Обратимся вновь к «Истории Петра Великого»:
«Петр невыразимо обрадовался этой крупной победе над шведами; он воскликнул:
— Слава Богу, мы можем, наконец, бить шведов!
Шереметева возвел в генерал-фельдмаршалы и послал ему орден Андрея Первозванного и свой портрет, осыпанный брильянтами; всем офицерам дал следующий чин и денежную награду на солдат, по одному рублю».
Что ж, русский мужик долго запрягает, да быстро едет. «Конфузии» помогали, хотя и очень дорогой ценой, ускорить «запряжку» — подготовку армии к грядущим победоносным походам. Неудачный штурм Нарвы вообще сыграл исключительную роль, потому как ему Россия обязана созданием современной по тем временам регулярной армии. Недаром же обер-офицеры лейб-гвардии Преображенского и Семеновского полков до февраля 1917 года носили нагрудные знаки с датой «19 ноября 1700 года». Это, кстати, не мешало бы знать сторонникам определения начала «летоисчисления»
Русской армии по какой-нибудь громкой победе. Петр Великий начал свой отсчет с поражения…

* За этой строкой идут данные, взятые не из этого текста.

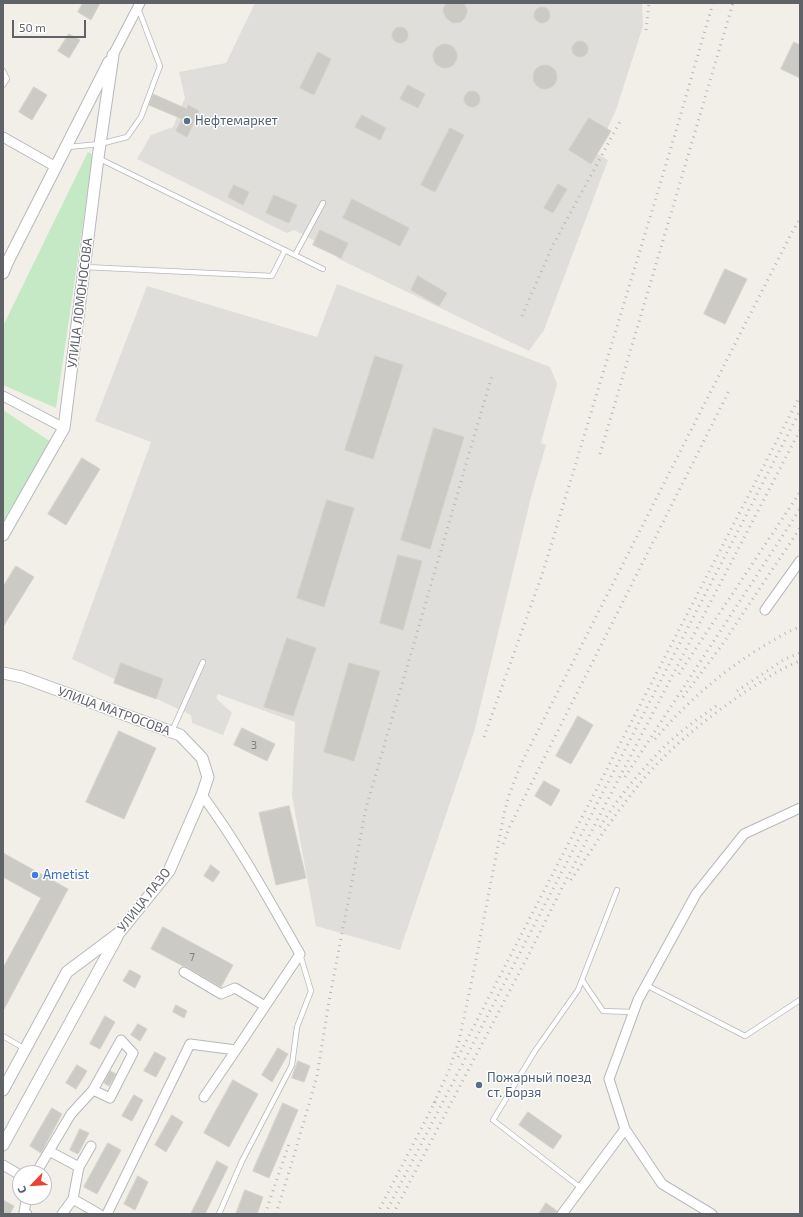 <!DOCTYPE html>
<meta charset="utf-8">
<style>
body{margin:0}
#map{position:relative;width:803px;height:1217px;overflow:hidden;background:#f1efe8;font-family:"Exo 2",sans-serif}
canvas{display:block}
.frame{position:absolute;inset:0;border:4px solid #5f6368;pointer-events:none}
.north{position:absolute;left:12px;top:1165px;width:40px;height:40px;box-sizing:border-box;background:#fff;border:1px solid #bfc1c3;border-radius:50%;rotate:245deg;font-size:11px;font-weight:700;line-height:16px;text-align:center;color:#5f6368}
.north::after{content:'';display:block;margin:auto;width:14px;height:18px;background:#ea4335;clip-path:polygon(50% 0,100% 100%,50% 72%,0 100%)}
.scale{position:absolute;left:12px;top:20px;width:74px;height:18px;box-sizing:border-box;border:2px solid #5f6368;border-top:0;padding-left:5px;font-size:12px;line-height:14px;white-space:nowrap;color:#5f6368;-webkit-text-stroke:3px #fff;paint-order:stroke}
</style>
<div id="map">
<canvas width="803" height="1217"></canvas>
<div class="frame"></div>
<div class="north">С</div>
<div class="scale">50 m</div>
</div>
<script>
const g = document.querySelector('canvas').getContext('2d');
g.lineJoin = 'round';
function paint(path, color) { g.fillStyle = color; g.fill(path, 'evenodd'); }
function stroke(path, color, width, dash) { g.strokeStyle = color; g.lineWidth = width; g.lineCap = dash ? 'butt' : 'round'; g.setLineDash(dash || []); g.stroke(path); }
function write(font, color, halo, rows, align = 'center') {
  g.font = font + ' "Exo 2",sans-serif'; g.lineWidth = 3; g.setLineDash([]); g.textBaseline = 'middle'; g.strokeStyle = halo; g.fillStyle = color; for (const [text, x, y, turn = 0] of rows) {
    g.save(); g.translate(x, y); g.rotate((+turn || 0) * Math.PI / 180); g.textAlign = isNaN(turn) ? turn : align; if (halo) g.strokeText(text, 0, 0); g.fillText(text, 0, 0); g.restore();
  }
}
const industrial = new Path2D(`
 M255 3H642L643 26 616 110 596 153 608 160 544 330 529 351 337 258V252L294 230 287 233 137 159 151 135 173 127 185 98 179 72 226 63Z
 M337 284 550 367 557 384 541 443 546 445 532 493 474 732 400 950 316 926 292 796 295 722 218 694 216 698 232 713 223 735 192 723 191 715 72 659 151 442 95 421 147 286 317 337Z`);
const green = new Path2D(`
 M88 152 93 155 56 408 3 385V326Z
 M3 410 51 442 3 521Z`);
const building = new Path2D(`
 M83 3H100L91 20 78 12Z
 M446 3H464L467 9V13L464 19 461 22 453 23 446 18 443 11Z
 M534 15a8 8 0 1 1 16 0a8 8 0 1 1-16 0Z
 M392 35a8 8 0 1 1 16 0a8 8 0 1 1-16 0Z
 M69 34 80 40 69 58 58 51Z
 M572 49a8 8 0 1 1 16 0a8 8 0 1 1-16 0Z
 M794 42 800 45V78L781 69Z
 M433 56a12 12 0 1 1 24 0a12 12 0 1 1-24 0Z
 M318 52 331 59 314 95 300 88Z
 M533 77a12 12 0 1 1 24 0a12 12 0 1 1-24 0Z
 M408 85 425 94 418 108 400 99Z
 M34 87 47 95 32 120 19 112Z
 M464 99a8 8 0 1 1 16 0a8 8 0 1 1-16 0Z
 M153 94 187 109 188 105 199 111 187 137 176 131 182 119 149 105Z
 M362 115 386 128 380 140 355 127Z
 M589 118 611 131 591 164 569 150Z
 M450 128 464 135 435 192 421 185Z
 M558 184 567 189 553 213 544 208Z
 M234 185 249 192 243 205 228 197Z
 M274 195 297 205 289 223 266 213Z
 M352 199 409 228 400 246 343 218Z
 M320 230 348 243 341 258 313 245Z
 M725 269 747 279 725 324 704 314Z
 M418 276 447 293 439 306 411 290Z
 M375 356 403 365 373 459 345 450Z
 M434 428 464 437 430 549 401 540Z
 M82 458 100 469 66 525 48 514Z
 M327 500 354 508 324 607 297 598Z
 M398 555 422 561 403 630 380 623Z
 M16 566 34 577 3 627V587Z
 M287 638 316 648 293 716 264 707Z
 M121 663 163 679 156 699 114 683Z
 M349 663 380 671 354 761 324 752Z
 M578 716 593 725 571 764 556 756Z
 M242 728 275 744 267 761 234 745Z
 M119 731 156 748 124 819 86 802Z
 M544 781 560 790 551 806 535 796Z
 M289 806 306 878 276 885 259 813Z
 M3 853 68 889 3 1011V968L41 898 3 877Z
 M211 865 220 872 213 882 204 876Z
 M163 927 233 965 221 987 187 967 183 966 151 949Z
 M130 970 141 976 135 988 123 981Z
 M176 1005 187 1011 184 1018 173 1012Z
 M105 1016 115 1022 100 1049 90 1044Z
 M138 1024 147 1029 140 1041 131 1035Z
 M278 1048 288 1054 272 1082 262 1075Z
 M155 1052 166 1058 156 1077 144 1071Z
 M298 1061 310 1066 304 1082 292 1078Z
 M77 1065 87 1071 76 1089 66 1083Z
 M110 1071 116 1074 109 1086 104 1083Z
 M233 1080 258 1094 229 1147 204 1133Z
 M134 1095 143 1100 132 1121 122 1116Z
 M283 1103 298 1110 269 1178 253 1171Z
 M52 1108 62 1114 41 1153 30 1146Z
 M528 1112 562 1136 553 1149 519 1125Z
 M172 1115 183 1122 166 1152 155 1145Z
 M80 1129 89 1133 78 1154 70 1150Z
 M108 1143 121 1150 97 1194 84 1187Z
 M217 1161 228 1167 205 1214H191Z
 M138 1176 148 1182 135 1210 124 1204Z
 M245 1190 263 1197 257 1214H236Z
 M3 1200 14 1206 10 1214H3Z
 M546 1203 557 1211 556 1214H539Z`);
const service = new Path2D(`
 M3 71 7 79 3 85
 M68 147 100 144 127 137 141 117 160 66 138 8
 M98 158 323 269
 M295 255 323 203
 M85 267 272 276 285 250
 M172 731 203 662
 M582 980 603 1011 633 1012
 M646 985 745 1036 800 1000
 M3 1036 25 1049
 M581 1188 493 1120 535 1051 578 990 617 890
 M219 1214 242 1161 292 1065 297 1027 311 991 300 954`);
const minor = new Path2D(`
 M113 55 140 3
 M3 137 56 167
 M3 396 64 428
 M765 610 800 561
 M184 972 221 994 235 988 265 1006
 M204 1097 236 1050
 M49 1151 79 1167 91 1146
 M3 1165 20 1175
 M36 1173 71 1114 93 1090 121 1040 133 1053 110 1098 93 1090
 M73 1199 79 1167
 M27 1214 24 1212 27 1197
 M62 1214 73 1199 99 1214
 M107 1214 190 1044 236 1050 300 954C269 900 239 845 202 795
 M562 1214 625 1129
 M712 1214 662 1184 625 1129 609 1079 638 1000 696 894 744 834 800 808`);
const tertiary = new Path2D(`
 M3 273 8 261 109 62
 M3 535 64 428 98 158 113 55
 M3 673 22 677 180 735 202 758 208 777 202 795 169 871 119 933 67 972 3 1090
 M3 1145 117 937`);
const rail = new Path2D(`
 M646 30 649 3
 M522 316 553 245 622 118
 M600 454 733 3
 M679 674 800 492
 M737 691 785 659 800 653
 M683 697 722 645 800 528
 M484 737 543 572 673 141 713 3
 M655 739C685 704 718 675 757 650 771 642 785 632 800 627
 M625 777 800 509
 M600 827C619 796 642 769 667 744 683 729 702 716 720 703
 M503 844 509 828 730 389
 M571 880C594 846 616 812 642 781 670 747 706 719 742 694 761 682 779 669 800 661
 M458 1057 800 396
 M434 1103 449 1070 459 1041 474 970 504 814 509 795 521 764 791 234 800 219
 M265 1214 289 1144
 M276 1214 293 1159 317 1076 329 1001 366 808 492 375
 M377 1214 437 1098
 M385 1214 800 411
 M393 1214 530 952 562 888 800 430`);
const markers = [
 [187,121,4,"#5c6f8a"],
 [35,875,4,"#3f7fe0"],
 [479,1085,4,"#5c6f8a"]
];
const numberNames = [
 ["3",254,745],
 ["7",192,957]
];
const serviceNames = [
 ["Нефтемаркет",195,121],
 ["Пожарный поезд",487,1078],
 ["ст. Борзя",487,1093]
];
const streetNames = [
 ["УЛИЦА ЛОМОНОСОВА",80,303,-83],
 ["УЛИЦА МАТРОСОВА",114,711,20],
 ["УЛИЦА ЛАЗО",144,900,-52]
];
const shopNames = [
 ["Ametist",43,875]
];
paint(industrial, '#e0deda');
paint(green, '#c5e8c5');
paint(building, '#cccac5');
stroke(building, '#d6d1c6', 1);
stroke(service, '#b5b8bc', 6);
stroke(minor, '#b5b8bc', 11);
stroke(tertiary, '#b5b8bc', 13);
stroke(service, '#fff', 4.5);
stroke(minor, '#fff', 9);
stroke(tertiary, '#fff', 11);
stroke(rail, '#b6b7b8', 3, [1, 5]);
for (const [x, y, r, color] of markers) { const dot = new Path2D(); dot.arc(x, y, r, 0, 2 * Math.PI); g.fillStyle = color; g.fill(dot); stroke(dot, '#fff', 1.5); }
write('11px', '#7a7d7f', null, numberNames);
write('13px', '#4e5e75', '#fff', serviceNames, 'left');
write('13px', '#5f6368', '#fff', streetNames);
write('13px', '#366cbe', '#fff', shopNames, 'left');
</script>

Через девять лет после «Нарвской конфузим» последовала Полтавская победа — а через девять лет после Аустерлица русские войска вошли в Париж. И если бы не «известные события», то Первая мировая война могла закончиться полным разгромом кайзеровской Германии, к чему все уже шло…
Царь Петр самодержавно правил с 1689 по 1725 год. Война со Швецией, нареченная Северной, продолжалась с 1700 по 1721 год — большую половину его царствования. Начинавшаяся «Нарвской конфузией», она завершилась сокрушением шведской армии и вытеснением Шведского королевства на европейские задворки. В общем, «ученики выучились и отблагодарили своего учителя». А через два месяца после завершения войны русский царь принял титул Всероссийского императора. Россия вошла в число первостепенных европейских держав.